** DATA FOR REVIEW follows **

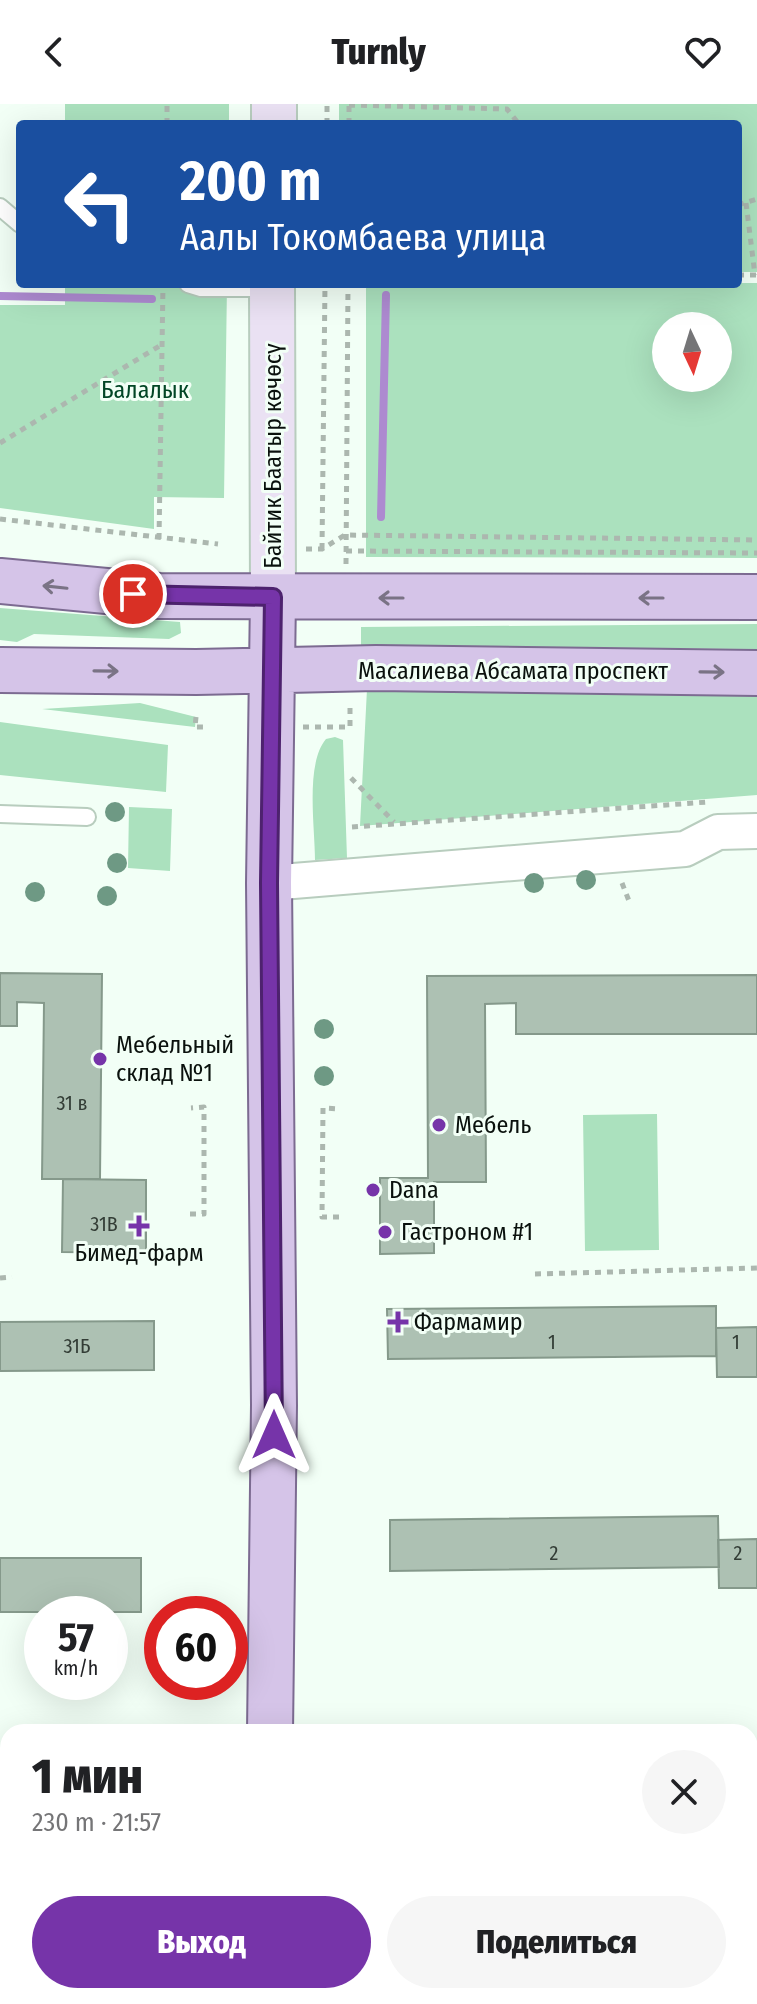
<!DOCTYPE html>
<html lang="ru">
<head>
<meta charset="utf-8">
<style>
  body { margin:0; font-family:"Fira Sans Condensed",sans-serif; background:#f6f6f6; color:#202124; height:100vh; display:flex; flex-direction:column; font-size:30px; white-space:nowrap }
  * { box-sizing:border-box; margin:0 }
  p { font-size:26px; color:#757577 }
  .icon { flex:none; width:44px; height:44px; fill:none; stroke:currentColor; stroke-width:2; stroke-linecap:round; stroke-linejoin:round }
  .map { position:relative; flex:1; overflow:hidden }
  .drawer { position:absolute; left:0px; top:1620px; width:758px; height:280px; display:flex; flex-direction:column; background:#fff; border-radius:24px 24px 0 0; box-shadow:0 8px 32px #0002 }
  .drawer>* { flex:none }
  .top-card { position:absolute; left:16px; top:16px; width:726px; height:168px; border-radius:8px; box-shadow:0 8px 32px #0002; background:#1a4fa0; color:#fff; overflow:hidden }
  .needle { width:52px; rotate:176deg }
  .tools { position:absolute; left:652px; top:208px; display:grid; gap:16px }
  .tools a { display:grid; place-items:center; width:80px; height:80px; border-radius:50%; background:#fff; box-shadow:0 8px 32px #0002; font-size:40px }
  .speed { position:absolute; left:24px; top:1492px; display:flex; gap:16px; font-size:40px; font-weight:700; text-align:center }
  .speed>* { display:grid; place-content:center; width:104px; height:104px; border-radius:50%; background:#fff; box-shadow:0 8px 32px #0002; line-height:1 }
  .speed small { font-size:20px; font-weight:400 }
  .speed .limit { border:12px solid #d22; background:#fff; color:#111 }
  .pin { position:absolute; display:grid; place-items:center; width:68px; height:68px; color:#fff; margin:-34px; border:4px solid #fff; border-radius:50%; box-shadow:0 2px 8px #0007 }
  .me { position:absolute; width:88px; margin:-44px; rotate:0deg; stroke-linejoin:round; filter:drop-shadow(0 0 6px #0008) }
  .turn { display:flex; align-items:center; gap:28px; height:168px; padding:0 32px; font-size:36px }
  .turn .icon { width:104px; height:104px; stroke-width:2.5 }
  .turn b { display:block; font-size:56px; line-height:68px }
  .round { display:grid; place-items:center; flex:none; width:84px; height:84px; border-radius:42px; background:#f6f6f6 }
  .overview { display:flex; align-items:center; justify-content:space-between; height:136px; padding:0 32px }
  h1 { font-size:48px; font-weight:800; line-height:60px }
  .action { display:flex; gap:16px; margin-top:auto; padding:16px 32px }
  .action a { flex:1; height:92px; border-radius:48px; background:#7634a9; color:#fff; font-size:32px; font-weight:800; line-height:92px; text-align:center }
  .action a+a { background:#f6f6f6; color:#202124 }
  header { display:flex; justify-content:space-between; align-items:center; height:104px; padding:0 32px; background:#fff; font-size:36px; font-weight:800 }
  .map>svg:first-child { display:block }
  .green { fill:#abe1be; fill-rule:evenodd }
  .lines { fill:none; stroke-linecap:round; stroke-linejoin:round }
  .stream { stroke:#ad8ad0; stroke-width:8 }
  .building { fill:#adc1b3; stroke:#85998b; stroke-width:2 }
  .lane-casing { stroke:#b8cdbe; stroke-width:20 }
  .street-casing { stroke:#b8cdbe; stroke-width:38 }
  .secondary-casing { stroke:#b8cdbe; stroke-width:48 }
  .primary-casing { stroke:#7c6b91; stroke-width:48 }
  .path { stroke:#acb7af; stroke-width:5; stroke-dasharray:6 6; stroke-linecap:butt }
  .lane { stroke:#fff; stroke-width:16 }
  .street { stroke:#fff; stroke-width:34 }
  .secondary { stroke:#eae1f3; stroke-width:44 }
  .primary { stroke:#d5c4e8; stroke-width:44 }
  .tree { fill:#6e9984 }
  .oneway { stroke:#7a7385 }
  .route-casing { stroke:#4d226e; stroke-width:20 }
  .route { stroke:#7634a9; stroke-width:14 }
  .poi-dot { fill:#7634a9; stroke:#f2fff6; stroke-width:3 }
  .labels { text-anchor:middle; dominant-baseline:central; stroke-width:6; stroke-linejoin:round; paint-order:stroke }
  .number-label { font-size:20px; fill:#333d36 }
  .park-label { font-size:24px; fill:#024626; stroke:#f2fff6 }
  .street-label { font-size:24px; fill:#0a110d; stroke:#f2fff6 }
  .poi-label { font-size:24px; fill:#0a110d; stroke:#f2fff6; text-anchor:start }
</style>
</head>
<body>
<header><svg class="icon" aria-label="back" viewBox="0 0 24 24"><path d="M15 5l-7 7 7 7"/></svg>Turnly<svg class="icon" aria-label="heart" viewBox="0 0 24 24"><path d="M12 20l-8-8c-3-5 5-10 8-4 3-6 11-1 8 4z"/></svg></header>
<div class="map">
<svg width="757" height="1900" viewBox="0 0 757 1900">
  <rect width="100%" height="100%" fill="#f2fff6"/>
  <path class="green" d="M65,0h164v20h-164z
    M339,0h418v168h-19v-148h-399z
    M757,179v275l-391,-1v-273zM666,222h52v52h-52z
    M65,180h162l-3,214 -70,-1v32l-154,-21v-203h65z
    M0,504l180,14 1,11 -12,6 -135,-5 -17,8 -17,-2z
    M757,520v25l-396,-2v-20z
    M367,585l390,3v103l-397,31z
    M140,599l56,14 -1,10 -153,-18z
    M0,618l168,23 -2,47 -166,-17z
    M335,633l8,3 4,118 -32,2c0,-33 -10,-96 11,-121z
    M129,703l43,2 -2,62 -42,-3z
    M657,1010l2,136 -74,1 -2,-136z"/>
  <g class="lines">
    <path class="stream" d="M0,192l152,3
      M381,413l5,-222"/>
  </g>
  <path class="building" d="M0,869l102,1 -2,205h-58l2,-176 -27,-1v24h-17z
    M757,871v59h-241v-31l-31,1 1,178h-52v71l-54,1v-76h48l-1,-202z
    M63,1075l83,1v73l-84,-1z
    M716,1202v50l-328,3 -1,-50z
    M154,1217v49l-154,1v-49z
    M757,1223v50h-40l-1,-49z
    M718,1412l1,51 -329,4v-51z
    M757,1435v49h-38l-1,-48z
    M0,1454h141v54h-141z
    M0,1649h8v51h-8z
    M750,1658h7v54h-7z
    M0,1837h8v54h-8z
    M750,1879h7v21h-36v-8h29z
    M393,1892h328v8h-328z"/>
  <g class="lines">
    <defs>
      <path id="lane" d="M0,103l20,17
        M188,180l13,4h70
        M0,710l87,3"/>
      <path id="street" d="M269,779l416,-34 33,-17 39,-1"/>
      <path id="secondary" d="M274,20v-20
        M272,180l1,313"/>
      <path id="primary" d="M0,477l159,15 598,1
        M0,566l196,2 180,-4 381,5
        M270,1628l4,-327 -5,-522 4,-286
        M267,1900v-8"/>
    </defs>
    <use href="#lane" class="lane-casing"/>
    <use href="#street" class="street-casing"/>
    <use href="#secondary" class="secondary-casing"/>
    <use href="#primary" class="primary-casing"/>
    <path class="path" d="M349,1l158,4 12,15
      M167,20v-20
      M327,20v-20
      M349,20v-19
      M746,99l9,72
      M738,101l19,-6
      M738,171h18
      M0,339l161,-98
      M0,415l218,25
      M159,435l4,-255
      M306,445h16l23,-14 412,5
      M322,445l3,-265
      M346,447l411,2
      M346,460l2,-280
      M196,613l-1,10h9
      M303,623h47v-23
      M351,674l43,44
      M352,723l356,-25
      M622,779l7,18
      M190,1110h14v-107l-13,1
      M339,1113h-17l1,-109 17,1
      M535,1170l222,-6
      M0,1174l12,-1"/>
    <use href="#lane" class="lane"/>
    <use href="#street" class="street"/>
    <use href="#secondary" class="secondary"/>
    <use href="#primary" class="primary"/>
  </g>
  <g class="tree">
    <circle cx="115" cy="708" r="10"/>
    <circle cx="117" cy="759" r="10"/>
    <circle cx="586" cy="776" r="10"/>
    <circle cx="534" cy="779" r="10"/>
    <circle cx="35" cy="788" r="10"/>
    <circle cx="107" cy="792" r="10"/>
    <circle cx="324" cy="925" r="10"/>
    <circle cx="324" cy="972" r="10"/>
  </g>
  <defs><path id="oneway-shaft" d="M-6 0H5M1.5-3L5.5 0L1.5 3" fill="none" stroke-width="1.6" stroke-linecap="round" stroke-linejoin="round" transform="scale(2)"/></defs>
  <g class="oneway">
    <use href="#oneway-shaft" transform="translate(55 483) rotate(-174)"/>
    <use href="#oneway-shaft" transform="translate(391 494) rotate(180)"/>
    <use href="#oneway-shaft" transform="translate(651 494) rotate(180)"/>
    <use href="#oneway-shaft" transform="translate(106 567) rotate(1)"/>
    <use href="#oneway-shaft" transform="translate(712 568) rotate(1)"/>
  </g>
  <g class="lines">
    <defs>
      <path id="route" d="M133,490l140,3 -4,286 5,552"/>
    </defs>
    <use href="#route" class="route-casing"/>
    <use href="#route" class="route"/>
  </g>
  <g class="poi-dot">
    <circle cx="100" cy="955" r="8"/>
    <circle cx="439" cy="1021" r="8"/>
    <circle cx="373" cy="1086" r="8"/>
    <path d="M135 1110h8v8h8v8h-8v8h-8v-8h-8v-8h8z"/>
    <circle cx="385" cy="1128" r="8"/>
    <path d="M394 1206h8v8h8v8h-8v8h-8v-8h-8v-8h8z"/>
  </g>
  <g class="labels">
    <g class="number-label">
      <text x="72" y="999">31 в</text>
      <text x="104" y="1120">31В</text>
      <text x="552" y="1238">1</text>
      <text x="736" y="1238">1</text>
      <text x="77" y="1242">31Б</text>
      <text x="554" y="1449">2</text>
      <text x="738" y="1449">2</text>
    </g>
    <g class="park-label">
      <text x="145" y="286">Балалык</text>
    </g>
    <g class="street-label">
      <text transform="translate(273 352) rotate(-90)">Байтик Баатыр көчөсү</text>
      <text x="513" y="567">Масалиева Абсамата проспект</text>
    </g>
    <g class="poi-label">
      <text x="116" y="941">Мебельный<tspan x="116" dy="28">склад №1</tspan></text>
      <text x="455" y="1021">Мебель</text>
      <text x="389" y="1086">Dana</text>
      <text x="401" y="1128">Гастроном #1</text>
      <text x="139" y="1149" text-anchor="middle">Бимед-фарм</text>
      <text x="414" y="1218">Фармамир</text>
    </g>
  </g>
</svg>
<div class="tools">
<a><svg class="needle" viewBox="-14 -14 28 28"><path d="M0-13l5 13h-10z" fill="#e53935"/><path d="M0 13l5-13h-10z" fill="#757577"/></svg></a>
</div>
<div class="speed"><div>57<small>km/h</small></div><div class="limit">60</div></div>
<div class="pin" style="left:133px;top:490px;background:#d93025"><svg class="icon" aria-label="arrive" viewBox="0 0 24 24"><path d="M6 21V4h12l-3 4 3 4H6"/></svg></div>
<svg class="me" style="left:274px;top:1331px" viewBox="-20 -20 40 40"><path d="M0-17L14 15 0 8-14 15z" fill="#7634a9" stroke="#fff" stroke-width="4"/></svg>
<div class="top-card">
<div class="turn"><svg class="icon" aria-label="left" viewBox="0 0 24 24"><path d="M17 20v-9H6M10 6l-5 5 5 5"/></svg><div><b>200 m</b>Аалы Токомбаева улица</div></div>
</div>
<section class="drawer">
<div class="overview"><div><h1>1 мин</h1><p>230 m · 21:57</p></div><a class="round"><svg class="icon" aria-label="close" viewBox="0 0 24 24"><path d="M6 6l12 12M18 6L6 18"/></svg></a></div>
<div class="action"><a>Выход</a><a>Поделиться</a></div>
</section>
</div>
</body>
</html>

** End of DATA FOR REVIEW **

> [ASSIGNMENT]: An exact printout of the entries is wanted, covering the first line through the line holding "display:grid; place-items:center; width:80px;", with pictures kept out of it.

> [ANSWER TO THIS TASK]:
<!DOCTYPE html>
<html lang="ru">
<head>
<meta charset="utf-8">
<style>
  body { margin:0; font-family:"Fira Sans Condensed",sans-serif; background:#f6f6f6; color:#202124; height:100vh; display:flex; flex-direction:column; font-size:30px; white-space:nowrap }
  * { box-sizing:border-box; margin:0 }
  p { font-size:26px; color:#757577 }
  .icon { flex:none; width:44px; height:44px; fill:none; stroke:currentColor; stroke-width:2; stroke-linecap:round; stroke-linejoin:round }
  .map { position:relative; flex:1; overflow:hidden }
  .drawer { position:absolute; left:0px; top:1620px; width:758px; height:280px; display:flex; flex-direction:column; background:#fff; border-radius:24px 24px 0 0; box-shadow:0 8px 32px #0002 }
  .drawer>* { flex:none }
  .top-card { position:absolute; left:16px; top:16px; width:726px; height:168px; border-radius:8px; box-shadow:0 8px 32px #0002; background:#1a4fa0; color:#fff; overflow:hidden }
  .needle { width:52px; rotate:176deg }
  .tools { position:absolute; left:652px; top:208px; display:grid; gap:16px }
  .tools a { display:grid; place-items:center; width:80px; height:80px; border-radius:50%; background:#fff; box-shadow:0 8px 32px #0002; font-size:40px }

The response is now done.